- AIM OF THE EXERCISE -
Leaving the pictures aside, return all of the data below exactly.

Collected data

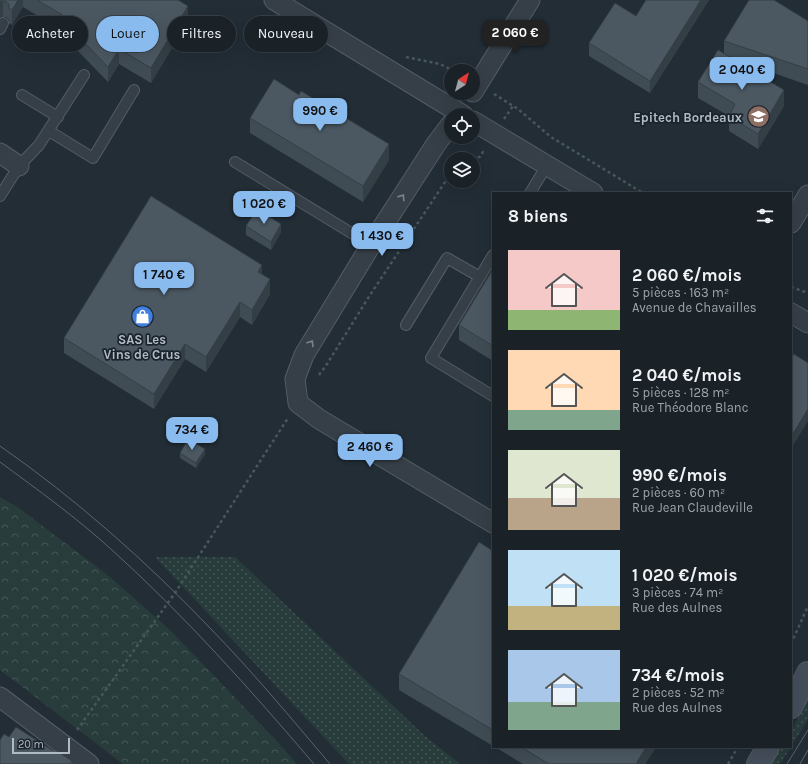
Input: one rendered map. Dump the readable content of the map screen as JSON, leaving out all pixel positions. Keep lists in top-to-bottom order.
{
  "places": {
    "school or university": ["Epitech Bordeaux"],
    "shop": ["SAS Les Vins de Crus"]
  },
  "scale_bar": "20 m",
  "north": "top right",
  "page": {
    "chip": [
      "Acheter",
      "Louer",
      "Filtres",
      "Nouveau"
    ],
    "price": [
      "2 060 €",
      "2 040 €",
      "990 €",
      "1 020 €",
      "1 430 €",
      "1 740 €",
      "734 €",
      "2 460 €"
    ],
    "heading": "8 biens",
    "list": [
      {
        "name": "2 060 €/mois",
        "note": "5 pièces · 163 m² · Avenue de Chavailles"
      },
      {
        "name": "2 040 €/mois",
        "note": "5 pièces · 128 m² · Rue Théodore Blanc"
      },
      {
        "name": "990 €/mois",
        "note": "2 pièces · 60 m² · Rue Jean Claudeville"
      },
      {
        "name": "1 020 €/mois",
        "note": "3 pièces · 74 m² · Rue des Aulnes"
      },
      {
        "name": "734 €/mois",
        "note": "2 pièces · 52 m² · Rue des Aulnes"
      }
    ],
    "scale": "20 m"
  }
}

- OUTPUT FOR THIS TASK -
Input: one rendered map. Dump the readable content of the map screen as JSON, leaving out all pixel positions. Keep lists in top-to-bottom order.
{
  "places": {
    "school or university": ["Epitech Bordeaux"],
    "shop": ["SAS Les Vins de Crus"]
  },
  "scale_bar": "20 m",
  "north": "top right",
  "page": {
    "chip": [
      "Acheter",
      "Louer",
      "Filtres",
      "Nouveau"
    ],
    "price": [
      "2 060 €",
      "2 040 €",
      "990 €",
      "1 020 €",
      "1 430 €",
      "1 740 €",
      "734 €",
      "2 460 €"
    ],
    "heading": "8 biens",
    "list": [
      {
        "name": "2 060 €/mois",
        "note": "5 pièces · 163 m² · Avenue de Chavailles"
      },
      {
        "name": "2 040 €/mois",
        "note": "5 pièces · 128 m² · Rue Théodore Blanc"
      },
      {
        "name": "990 €/mois",
        "note": "2 pièces · 60 m² · Rue Jean Claudeville"
      },
      {
        "name": "1 020 €/mois",
        "note": "3 pièces · 74 m² · Rue des Aulnes"
      },
      {
        "name": "734 €/mois",
        "note": "2 pièces · 52 m² · Rue des Aulnes"
      }
    ],
    "scale": "20 m"
  }
}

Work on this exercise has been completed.